The $2.2 million shared pedestrian and cycle pathway connects Railway Parade to Logan Gardens, and is the first capital works project implemented under the Logan Central Master Plan. The initiative has been funded by Council and a Queensland Government contribution of $1.1 million.
City of Logan Mayor Luke Smith said support from the school community and the Queensland Government had been critical to the success of this cycle and pedestrian infrastructure.
“It significantly cuts travel time between the Woodridge train station and the Logan City Council Administration area and surrounding attractions, so it will be very popular with the local community,” City of Logan Mayor Luke Smith said.
“Just as importantly, it provides a new community space that will be the first of many works designed to transform the Logan Central and Woodridge precincts.
“It's a significant first step in enabling Logan Central to deliver on its potential as one of the city’s Principal Activity Centres.”
City Centres Special Committee Chairperson Councillor Jon Raven said the pathway was designed to be functional and eye-catching.
"It has landscaping, seating, lighting, CCTV cameras, and a signalised pedestrian crossing on Wembley Road," Cr Raven said.
“This will make the journey safer for school children and will hopefully encourage more people to ditch their cars and walk."
Division 2 Councillor Russell Lutton said the Logan Central Master Plan will see more projects transform the face of central Logan.
“The shared pathway and the recent addition of street art to Station Road in Woodridge have really made a difference to the look and feel of central Logan,” he said.
"Because the pathway runs between Woodridge State School and Logan City Special School, from Charles Avenue to Wembley Road, it encourages children to walk or cycle to school."

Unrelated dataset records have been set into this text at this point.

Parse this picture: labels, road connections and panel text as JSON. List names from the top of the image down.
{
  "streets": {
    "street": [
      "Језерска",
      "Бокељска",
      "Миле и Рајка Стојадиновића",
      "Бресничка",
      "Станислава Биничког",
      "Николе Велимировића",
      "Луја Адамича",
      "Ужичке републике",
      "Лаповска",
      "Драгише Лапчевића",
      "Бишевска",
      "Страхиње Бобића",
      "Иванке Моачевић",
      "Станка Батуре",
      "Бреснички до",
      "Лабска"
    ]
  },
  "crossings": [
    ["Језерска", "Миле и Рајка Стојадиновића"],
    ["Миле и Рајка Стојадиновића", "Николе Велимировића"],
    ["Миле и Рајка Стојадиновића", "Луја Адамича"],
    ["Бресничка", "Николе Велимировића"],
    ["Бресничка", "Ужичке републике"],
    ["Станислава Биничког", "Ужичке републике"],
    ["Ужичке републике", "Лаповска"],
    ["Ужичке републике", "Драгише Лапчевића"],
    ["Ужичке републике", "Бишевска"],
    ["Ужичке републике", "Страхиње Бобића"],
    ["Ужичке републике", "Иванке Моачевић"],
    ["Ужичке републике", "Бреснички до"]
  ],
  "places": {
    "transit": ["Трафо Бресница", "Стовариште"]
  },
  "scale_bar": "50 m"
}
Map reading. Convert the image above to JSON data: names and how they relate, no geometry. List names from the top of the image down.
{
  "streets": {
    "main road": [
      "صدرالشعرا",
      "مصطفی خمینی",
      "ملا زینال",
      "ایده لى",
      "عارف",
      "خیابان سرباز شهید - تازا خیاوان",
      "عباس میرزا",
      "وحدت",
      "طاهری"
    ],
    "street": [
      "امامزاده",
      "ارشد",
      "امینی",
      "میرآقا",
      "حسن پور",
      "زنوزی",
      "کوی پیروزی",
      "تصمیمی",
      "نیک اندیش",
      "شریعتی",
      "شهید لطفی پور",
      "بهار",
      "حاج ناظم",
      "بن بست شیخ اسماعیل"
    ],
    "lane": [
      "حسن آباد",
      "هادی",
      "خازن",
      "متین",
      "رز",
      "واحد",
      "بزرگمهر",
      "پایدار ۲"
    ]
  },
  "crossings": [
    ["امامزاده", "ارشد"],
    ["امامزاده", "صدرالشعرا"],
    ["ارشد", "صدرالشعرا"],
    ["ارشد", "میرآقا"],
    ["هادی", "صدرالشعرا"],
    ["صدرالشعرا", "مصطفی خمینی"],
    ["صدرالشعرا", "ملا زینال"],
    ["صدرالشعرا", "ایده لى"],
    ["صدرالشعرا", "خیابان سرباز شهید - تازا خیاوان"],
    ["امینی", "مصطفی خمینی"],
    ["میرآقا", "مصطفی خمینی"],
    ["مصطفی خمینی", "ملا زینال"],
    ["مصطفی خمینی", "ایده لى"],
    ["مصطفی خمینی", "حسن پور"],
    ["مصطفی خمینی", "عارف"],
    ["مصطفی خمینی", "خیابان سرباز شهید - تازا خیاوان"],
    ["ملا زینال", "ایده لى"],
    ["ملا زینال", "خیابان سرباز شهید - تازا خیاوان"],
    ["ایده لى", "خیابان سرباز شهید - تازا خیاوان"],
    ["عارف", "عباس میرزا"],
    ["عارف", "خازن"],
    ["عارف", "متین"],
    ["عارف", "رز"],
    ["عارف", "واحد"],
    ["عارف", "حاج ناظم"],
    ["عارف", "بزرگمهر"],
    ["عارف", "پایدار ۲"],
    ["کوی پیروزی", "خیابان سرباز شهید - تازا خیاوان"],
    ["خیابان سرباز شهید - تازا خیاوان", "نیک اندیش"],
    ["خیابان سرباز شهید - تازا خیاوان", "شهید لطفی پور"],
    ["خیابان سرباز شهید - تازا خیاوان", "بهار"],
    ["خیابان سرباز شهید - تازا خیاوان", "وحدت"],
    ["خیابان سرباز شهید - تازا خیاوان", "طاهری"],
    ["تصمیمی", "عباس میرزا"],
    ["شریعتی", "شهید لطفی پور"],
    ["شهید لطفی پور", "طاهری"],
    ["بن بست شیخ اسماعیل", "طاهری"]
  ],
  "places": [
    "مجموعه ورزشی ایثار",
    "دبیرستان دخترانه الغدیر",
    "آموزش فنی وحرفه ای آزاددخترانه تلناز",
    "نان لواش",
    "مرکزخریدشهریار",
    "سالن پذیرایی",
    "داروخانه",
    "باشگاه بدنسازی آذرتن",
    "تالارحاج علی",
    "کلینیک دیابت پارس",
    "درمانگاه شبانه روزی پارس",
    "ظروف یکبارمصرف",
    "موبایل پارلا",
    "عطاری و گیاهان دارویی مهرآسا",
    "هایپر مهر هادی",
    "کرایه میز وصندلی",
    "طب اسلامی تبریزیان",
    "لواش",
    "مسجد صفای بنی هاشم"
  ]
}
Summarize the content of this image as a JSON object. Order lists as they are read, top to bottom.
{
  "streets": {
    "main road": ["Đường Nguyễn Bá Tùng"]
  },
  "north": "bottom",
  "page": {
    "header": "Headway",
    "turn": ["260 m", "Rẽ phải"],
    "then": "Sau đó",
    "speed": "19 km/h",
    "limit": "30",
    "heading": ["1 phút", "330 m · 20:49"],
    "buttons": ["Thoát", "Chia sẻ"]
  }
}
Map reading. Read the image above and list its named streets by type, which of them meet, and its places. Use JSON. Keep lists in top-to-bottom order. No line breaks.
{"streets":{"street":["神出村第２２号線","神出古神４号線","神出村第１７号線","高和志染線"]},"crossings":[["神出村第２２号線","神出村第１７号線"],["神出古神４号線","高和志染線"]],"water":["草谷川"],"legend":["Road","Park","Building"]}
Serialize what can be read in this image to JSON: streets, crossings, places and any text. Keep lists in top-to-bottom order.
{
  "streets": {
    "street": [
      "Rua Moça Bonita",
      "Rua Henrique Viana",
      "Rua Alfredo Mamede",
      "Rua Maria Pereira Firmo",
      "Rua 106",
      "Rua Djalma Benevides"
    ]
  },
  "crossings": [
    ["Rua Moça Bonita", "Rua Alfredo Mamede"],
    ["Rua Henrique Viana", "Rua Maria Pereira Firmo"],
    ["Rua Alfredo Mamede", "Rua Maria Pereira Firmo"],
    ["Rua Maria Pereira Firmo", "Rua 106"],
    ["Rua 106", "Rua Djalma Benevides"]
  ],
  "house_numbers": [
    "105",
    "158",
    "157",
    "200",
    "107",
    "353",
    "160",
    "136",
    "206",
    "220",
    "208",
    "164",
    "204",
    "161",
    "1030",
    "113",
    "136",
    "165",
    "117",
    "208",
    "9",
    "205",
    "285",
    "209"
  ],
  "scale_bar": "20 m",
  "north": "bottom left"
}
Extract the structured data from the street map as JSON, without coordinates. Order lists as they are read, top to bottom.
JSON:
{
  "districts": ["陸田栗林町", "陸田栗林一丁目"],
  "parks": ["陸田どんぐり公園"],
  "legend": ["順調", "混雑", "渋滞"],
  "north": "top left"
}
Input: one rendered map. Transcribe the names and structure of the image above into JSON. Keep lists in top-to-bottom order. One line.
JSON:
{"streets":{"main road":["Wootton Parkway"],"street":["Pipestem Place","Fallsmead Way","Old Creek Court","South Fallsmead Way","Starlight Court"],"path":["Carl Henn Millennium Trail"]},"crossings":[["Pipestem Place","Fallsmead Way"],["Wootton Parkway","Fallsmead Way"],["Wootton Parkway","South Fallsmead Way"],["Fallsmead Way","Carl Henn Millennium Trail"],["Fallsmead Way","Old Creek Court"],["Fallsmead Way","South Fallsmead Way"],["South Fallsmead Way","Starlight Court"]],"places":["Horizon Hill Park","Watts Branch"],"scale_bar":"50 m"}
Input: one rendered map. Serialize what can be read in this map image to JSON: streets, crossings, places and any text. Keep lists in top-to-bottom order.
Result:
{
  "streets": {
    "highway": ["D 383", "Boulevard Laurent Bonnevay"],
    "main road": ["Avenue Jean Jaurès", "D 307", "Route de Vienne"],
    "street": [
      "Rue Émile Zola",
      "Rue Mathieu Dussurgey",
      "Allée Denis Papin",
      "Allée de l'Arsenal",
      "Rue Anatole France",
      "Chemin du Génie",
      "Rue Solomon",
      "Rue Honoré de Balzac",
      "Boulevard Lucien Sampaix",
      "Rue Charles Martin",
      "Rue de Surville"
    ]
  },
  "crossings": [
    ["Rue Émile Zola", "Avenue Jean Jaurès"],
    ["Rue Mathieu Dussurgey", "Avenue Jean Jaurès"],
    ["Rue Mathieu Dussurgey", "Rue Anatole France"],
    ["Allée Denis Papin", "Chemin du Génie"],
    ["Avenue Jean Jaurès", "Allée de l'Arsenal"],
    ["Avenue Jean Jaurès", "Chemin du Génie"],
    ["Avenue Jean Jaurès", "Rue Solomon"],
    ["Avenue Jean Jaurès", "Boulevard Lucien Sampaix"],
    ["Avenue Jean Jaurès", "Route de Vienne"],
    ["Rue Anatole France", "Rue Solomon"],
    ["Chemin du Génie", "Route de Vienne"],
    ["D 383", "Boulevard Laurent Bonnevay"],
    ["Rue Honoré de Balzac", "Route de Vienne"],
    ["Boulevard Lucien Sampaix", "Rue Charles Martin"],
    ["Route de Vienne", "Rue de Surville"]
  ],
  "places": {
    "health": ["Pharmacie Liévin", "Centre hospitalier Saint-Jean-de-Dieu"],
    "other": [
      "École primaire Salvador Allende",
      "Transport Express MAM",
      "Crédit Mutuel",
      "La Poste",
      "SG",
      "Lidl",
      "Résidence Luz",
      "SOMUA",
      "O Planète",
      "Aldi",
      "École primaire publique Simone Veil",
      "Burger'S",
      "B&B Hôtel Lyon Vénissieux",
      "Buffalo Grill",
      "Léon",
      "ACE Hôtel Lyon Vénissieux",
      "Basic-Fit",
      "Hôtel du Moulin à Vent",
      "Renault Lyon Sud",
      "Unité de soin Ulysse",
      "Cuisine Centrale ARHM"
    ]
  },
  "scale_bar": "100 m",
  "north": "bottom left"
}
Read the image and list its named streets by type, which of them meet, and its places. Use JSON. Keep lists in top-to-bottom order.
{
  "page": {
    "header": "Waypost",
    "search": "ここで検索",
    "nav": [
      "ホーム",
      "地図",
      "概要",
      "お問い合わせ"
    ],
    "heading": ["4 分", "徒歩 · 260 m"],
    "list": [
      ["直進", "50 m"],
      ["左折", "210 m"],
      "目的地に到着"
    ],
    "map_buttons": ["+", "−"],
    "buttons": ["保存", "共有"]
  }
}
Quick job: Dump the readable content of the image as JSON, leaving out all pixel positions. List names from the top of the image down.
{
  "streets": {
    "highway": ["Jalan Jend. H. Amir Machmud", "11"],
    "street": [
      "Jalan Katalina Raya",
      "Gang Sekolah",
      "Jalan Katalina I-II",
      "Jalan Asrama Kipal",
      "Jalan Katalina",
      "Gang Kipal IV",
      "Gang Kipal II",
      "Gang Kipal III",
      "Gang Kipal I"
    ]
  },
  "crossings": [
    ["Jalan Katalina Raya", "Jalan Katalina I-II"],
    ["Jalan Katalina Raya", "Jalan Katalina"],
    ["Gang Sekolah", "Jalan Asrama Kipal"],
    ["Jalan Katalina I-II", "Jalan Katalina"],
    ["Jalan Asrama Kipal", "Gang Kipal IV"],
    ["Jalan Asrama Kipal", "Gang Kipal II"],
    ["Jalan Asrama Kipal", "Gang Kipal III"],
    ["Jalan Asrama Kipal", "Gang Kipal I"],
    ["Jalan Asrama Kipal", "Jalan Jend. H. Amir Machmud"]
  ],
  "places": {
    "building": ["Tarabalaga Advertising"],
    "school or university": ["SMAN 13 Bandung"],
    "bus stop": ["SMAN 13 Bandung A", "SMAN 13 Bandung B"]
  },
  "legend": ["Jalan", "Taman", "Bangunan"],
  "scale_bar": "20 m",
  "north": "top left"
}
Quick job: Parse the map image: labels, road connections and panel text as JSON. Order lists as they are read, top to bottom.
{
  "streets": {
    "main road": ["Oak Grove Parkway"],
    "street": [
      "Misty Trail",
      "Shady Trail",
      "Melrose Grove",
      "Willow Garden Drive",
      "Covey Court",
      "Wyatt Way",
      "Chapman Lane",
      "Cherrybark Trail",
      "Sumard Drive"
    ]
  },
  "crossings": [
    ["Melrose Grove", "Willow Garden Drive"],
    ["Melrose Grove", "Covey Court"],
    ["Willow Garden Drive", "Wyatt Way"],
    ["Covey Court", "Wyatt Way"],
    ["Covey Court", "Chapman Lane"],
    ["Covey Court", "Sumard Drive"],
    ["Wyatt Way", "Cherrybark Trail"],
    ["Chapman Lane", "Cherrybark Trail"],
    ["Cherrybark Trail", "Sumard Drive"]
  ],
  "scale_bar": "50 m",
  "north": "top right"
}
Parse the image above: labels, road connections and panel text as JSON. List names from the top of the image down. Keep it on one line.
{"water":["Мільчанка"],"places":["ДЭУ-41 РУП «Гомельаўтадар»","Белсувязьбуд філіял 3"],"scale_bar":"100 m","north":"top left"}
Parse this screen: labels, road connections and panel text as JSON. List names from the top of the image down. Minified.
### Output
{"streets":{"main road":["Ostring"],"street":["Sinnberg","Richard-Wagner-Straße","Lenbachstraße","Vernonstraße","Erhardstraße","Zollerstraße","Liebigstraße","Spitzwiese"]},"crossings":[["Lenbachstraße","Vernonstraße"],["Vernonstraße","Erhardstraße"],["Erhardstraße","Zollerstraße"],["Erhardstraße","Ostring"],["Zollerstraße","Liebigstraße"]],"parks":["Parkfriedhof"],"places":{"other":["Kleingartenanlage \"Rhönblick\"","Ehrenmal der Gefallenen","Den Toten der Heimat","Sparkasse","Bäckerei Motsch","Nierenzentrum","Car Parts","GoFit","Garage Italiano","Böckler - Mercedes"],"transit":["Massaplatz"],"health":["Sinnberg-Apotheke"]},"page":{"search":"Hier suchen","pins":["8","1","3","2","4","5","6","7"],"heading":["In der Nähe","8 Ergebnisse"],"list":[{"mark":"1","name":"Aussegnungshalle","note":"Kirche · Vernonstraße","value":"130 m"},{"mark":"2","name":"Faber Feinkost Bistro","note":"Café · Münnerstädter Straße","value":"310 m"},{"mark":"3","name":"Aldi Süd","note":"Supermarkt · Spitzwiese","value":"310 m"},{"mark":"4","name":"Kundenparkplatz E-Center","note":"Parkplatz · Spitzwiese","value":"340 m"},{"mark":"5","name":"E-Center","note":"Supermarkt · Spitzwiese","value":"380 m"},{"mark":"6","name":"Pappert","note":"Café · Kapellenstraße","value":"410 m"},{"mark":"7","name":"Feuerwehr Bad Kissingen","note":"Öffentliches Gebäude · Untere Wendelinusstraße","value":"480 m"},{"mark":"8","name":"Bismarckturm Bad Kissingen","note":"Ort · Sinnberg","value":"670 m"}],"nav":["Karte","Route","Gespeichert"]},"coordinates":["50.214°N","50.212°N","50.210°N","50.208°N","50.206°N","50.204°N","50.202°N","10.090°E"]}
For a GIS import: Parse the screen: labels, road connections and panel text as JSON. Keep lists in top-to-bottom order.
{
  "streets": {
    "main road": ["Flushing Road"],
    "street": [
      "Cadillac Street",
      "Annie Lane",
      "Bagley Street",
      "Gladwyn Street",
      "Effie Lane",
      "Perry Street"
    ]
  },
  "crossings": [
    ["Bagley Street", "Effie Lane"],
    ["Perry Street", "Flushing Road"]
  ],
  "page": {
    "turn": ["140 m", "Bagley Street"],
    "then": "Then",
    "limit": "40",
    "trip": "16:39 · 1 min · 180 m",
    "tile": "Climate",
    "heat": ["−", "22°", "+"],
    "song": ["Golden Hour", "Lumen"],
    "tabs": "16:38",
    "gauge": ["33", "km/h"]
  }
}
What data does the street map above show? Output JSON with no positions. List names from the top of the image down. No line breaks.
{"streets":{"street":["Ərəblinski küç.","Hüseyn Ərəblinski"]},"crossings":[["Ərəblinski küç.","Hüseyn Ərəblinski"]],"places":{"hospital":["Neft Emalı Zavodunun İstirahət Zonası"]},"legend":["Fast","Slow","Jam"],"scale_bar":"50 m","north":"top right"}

Three shade structures provide a place to sit and rest along the pathway.
Arbours located at both ends of the shared pathway provide entrance statements and include designs from local artists, and a painted flag of international colours links the arbours and shade structures and completes the public art component.
The Department of Transport and Main Roads contributed $760,609 through the Cycle Network Local Government Grants Program while the Department of Infrastructure, Local Government and Planning contributed $338,847 through the Local Government Grants and Subsidies Program.